Kekejaman Ikhwanul Muslimin hanya bisa diimbangi dengan ketidakmampuan mereka dalam bidang ekonomi. Ketika masyarakat semakin gelisah, pemerintahan Morsi mencari sesuatu, apa pun, untuk menegaskan dan mengkonsolidasikan kekuasaannya.
Untungnya bagi Mohammed Morsi, Departemen Luar Negeri AS siap membantu.
Selain masuknya uang tunai baru-baru ini – yang merupakan sumbangan dari pembayar pajak Amerika – AS telah memberikan kepada Ikhwanul Muslimin sesuatu yang lebih berharga daripada uang tunai: senjata modern.
Saat Mesir sedang terguncang akibat kerusuhan, Ikhwanul Muslimin dan staf kedutaan AS merayakan pengiriman empat jet tempur F-16 baru buatan AS, yang merupakan batch pertama dari 20 pesawat baru – hadiah sebesar $213 juta dari pembayar pajak AS. Perayaan percaya bahkan disertakan foto-foto Amerika yang mengilap tentang jet-jet mematikan dan gesit yang dipentaskan di bawah bendera Mesir yang besar.
Beberapa orang membenarkan pemberian ini dengan alasan bahwa militer Mesir adalah kekuatan yang moderat, namun hal tersebut terjadi saat ini berada di bawah kendali Presiden Morsi setelah memecat kepemimpinannya di era Mubarak.
Pihak lain mengklaim bahwa kami wajib mengirimkan senjata berdasarkan ketentuan perjanjian Camp David, namun Mesir telah berulang kali melanggar perjanjian tersebut sejak Musim Semi Arab – bahkan sampai pada titik memindahkan tank ke Sinai.
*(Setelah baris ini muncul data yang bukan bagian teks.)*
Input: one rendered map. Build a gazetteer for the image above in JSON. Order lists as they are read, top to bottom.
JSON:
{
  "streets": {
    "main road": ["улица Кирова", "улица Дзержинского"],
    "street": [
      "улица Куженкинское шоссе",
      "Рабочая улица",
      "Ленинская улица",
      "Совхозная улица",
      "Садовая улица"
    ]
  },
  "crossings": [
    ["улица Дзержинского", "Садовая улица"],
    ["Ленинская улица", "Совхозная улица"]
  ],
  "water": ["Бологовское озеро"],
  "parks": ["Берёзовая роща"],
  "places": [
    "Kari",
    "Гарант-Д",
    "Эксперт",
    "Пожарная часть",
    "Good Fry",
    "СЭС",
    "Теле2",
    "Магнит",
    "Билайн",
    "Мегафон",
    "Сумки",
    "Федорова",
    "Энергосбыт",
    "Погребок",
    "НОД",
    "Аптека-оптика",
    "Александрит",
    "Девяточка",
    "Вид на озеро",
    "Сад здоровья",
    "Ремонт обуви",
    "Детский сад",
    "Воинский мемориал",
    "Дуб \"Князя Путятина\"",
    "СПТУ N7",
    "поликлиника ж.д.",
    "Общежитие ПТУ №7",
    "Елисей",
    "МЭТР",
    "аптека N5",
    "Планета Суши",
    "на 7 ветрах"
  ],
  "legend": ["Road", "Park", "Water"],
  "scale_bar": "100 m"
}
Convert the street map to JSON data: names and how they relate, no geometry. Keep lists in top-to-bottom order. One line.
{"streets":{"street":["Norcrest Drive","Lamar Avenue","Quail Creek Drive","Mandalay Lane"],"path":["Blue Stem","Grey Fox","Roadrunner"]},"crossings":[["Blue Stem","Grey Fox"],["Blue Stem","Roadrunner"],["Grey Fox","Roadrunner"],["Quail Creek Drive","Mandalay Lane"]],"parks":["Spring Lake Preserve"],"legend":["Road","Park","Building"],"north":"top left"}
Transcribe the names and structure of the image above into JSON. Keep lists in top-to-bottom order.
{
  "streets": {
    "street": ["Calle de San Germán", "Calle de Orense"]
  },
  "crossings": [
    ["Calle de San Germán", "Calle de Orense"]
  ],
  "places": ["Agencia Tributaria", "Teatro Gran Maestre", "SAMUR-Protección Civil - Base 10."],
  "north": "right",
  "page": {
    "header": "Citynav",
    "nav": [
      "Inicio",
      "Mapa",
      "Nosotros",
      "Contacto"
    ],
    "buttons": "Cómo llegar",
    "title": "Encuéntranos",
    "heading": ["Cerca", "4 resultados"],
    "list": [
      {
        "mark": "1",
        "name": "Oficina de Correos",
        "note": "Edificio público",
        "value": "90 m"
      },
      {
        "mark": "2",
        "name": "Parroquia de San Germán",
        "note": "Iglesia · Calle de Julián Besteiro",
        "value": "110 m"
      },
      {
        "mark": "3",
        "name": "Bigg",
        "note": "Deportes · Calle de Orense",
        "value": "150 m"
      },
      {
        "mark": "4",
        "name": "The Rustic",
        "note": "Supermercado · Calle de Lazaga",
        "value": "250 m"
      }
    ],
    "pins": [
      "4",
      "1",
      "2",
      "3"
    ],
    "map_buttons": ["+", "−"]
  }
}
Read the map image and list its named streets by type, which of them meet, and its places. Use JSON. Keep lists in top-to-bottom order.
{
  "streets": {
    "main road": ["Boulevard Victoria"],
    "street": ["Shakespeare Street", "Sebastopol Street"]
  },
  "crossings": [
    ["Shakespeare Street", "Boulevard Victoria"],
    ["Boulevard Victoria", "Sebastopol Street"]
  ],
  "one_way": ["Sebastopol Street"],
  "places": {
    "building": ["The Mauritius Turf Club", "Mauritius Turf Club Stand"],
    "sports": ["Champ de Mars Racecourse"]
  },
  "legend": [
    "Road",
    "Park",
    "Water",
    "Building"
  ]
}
Setiap F-16 atau tank baru yang dikirim ke Mesir merupakan senjata lain yang dapat digunakan untuk mengkonsolidasikan cengkeraman kekuasaan Ikhwanul Muslimin. Setiap dolar baru bantuan ekonomi memberi Ikhwanul lebih banyak waktu. Bagi Mohammed Morsi, bantuan ini mewakili lebih dari sekadar peningkatan kecil dalam kekuatan militer dan ekonomi, namun juga merupakan tanda persetujuan Amerika dan stempel legitimasi terhadap rezim represifnya. Setiap F-16 adalah kemenangan propaganda rezim Morsi.
Mesir masih memiliki peluang untuk bersikap moderat. Bagaimanapun, hanya sedikit hal yang bisa menyembuhkan dorongan radikal dengan lebih baik daripada pengalaman pemerintahan radikal, dan negara ini memang memiliki sejarah panjang perdamaian dengan Israel. Namun sikap moderat akan jauh lebih sulit dicapai jika kita mempersenjatai dan membantu musuh-musuh yang paling berbahaya.
Ketika Mesir terus berjuang untuk menentukan nasibnya, kita tidak boleh melakukan hal tersebut demi kepentingan para jihadis. Ikhwanul Muslimin membutuhkan senjata dan uang kita. Kami tidak membutuhkan Ikhwanul Muslimin.